(Collected data entries)
-- Opening Marker --
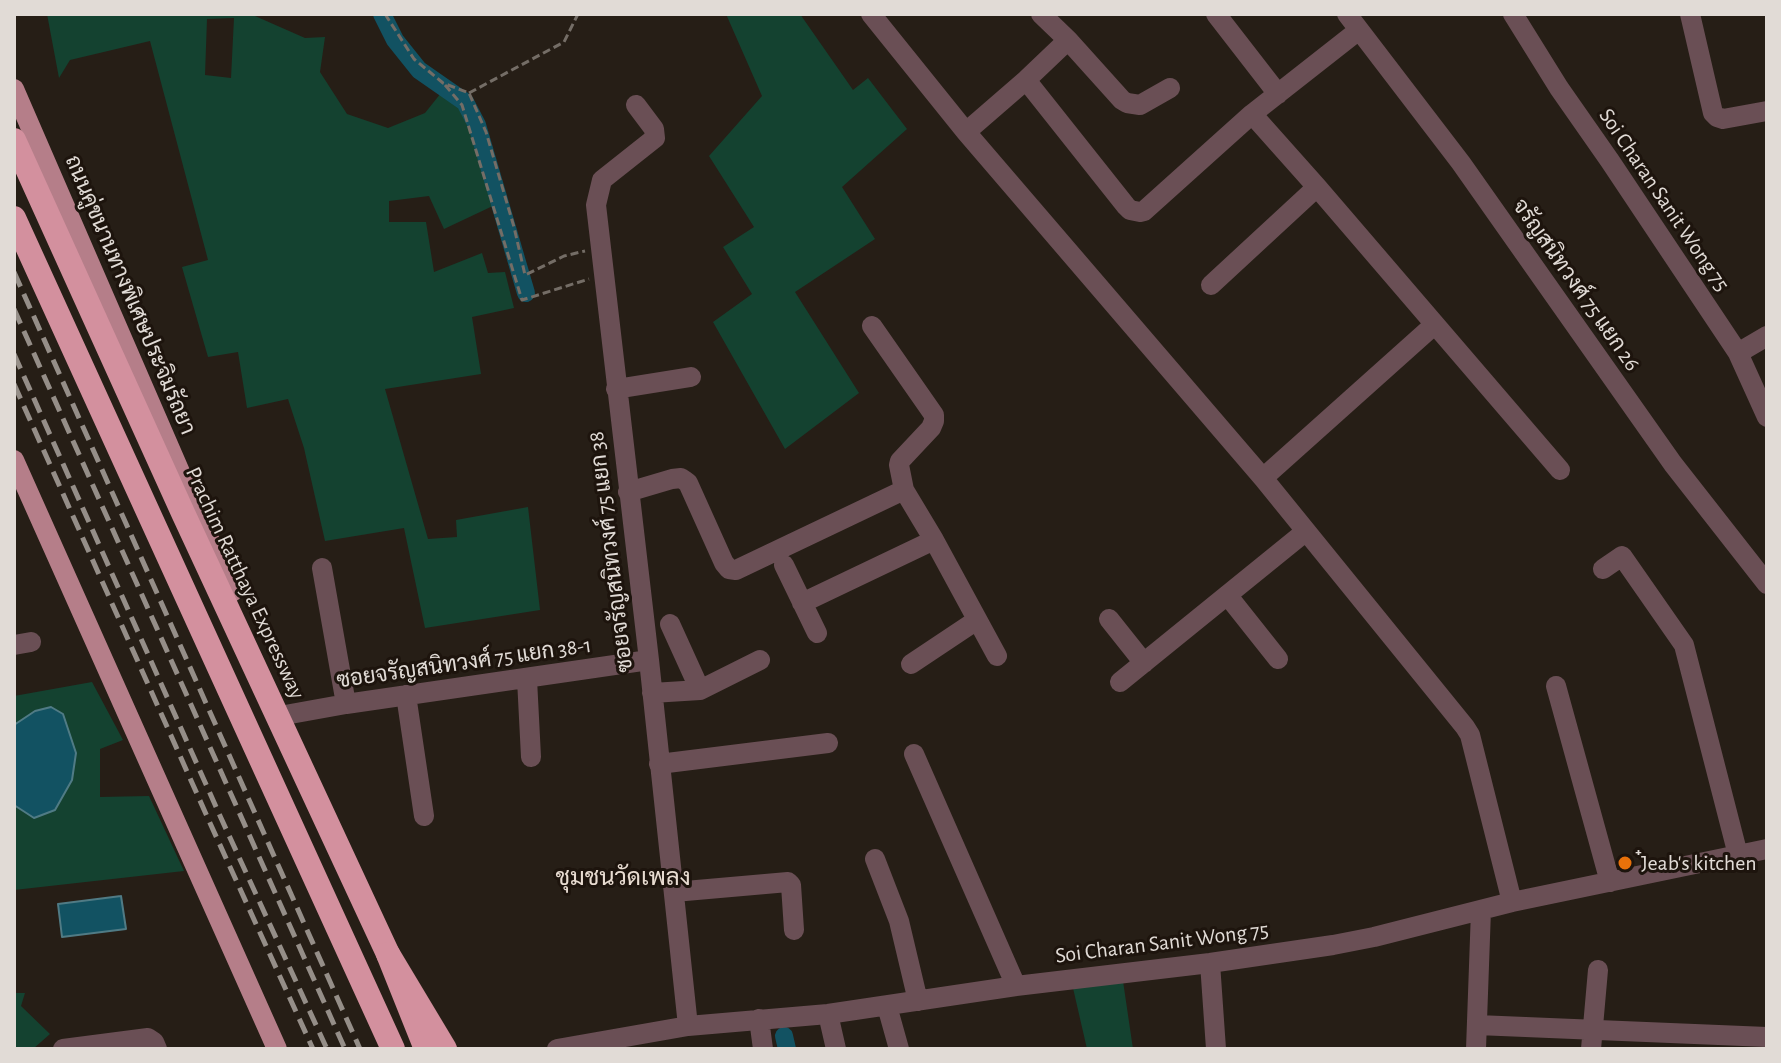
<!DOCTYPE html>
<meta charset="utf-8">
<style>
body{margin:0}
#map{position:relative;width:1781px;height:1063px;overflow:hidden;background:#261e16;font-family:"Alegreya Sans",sans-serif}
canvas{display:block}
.frame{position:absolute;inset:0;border:16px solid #e1dbd6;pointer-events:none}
</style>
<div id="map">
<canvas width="1781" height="1063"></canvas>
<div class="frame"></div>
</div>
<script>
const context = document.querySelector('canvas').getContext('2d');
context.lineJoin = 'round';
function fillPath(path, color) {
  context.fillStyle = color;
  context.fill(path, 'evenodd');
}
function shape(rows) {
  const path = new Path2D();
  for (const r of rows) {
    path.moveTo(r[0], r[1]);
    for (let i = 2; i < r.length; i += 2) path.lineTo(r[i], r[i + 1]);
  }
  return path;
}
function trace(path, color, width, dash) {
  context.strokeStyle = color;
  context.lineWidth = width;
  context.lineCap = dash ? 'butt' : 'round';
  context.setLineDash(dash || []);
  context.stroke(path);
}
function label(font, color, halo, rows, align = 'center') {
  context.font = font + ' "Alegreya Sans",Sarabun,sans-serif';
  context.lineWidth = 6;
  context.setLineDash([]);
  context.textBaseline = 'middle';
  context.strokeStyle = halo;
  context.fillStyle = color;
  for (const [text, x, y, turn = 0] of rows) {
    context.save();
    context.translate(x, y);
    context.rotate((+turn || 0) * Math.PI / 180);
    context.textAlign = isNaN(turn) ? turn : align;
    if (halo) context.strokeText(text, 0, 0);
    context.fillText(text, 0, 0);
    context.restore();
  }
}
const green = shape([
 [47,14,254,14,255,16,305,38,325,37,320,72,347,114,388,128,425,113,441,93,469,115,497,204,444,229,429,196,389,201,389,222,426,222,434,272,482,253,488,273,505,272,514,308,472,317,481,374,385,389,428,539,457,537,456,520,528,507,540,610,425,628,404,528,325,541,304,448,288,399,247,408,238,352,208,357,182,267,208,260,150,41,70,60,59,78],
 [234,18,231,78,205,75,207,19],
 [726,14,800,14,853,90,868,78,907,129,842,187,875,239,795,292,859,393,785,449,713,322,752,294,723,247,754,227,709,156,762,96],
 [92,682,123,740,100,749,100,797,149,796,184,871,14,890,14,696],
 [1123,981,1133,1049,1087,1049,1073,988],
 [14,993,25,993,21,1006,50,1034,33,1049,14,1049]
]);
const water = shape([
 [51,707,63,714,76,753,72,780,55,810,34,818,14,805,14,725,35,711,51,707],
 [121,896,126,929,62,937,58,904,121,896]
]);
const canal = shape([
 [382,14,395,40,419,70,465,102,477,125,526,293],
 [784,1036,787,1049]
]);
const path = shape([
 [385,14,414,59,443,83,469,93,486,132,514,227,525,275,564,256,585,251],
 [445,85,462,105,522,300,589,279],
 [469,93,564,42,578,14]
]);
const minor = shape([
 [871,14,966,132,1263,478,1465,727,1470,735,1512,902],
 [1041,14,1068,40],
 [1216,14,1278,94],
 [1347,14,1461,163,1673,464,1767,584],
 [1513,14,1559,88,1610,161,1738,353,1767,417],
 [1690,14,1713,113,1717,117,1723,119,1767,111],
 [1026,80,1126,206,1130,210,1140,212,1144,211,1252,114,1359,30],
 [636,105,654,129,655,138,602,180,596,205,649,660,688,1026],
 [1252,114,1317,187,1560,470],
 [966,132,1026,80,1068,40,1122,100,1127,103,1140,105,1170,88],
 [1211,285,1317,187],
 [872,326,934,415,934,421,931,428,900,461,899,465,904,490,934,540,997,656],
 [1738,353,1767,336],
 [616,389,691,377],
 [1263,478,1434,325],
 [628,492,672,479,681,478,684,480,688,483,724,563,729,569,736,570,904,490],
 [784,565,817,633],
 [322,568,346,704],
 [1603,569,1622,556,1684,645,1738,855],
 [1228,596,1278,659],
 [802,603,934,540],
 [1109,619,1144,663],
 [670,624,700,690],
 [14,645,31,642],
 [911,664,977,620],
 [527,679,531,757],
 [1120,682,1305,532],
 [1556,686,1610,882],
 [652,693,700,690,760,660],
 [406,695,424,816],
 [285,715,346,704,649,660],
 [914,754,1016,986],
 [659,764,828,743],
 [875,859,899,921,918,1001],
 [674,892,788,882,791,885,794,930],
 [1210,963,1216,1049],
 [887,1006,899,1049],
 [828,1014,836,1049],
 [759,1019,763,1049],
 [1477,1025,1767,1037],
 [63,1049,148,1038,154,1042,157,1049],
 [557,1049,688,1026,828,1014,1016,986,1210,963,1333,945,1374,937,1512,902,1767,849],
 [1476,1049,1481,910],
 [1591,1049,1598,970]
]);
const major = shape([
 [14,89,232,592],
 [14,460,277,1049]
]);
const highway = shape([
 [14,140,183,513,388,954,426,1049],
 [14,218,393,1049]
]);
const rail = shape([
 [14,272,360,1049],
 [14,309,345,1049],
 [14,354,221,818,327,1049],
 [14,384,210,823,313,1049]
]);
const highwayBridge = shape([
 [388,954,445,1049]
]);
const markers = [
 [1625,863,8,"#e8710a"]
];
const streetNames = [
 ["Soi Charan Sanit Wong 75",1664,200,56],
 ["จรัญสนิทวงศ์ 75 แยก 26",1576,285,55],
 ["ถนนคู่ขนานทางพิเศษประจิมรัถยา",130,295,67],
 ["ซอยจรัญสนิทวงศ์ 75 แยก 38",611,552,-97],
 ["Prachim Ratthaya Expressway",245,583,65],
 ["ซอยจรัญสนิทวงศ์ 75 แยก 38-1",464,663,-8],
 ["Soi Charan Sanit Wong 75",1162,943,-7]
];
const poiNames = [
 ["๋Jeab's kitchen",1641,863]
];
const neighbourhoodNames = [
 ["ชุมชนวัดเพลง",623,878]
];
fillPath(green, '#144230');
fillPath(water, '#125262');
trace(water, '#507b85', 2);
trace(canal, '#125262', 18);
trace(path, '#746d66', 3, [8, 4]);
trace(minor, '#6a4f55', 20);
trace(major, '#b57e89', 20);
trace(highway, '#d3909e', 24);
trace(rail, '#958e88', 5, [16, 8]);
trace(highwayBridge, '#d3909e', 24);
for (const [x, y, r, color] of markers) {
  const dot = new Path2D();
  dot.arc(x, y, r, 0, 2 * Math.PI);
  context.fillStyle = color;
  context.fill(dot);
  trace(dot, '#1d140d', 3);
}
label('22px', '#e1dbd6', '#1d140d', streetNames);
label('22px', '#e1dbd6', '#1d140d', poiNames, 'left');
label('24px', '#e8dcd1', '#1d140d', neighbourhoodNames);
</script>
-- Closing Marker --
Return every line of the records in which the word "canvas" is found.

canvas{display:block}
<canvas width="1781" height="1063"></canvas>
const context = document.querySelector('canvas').getContext('2d');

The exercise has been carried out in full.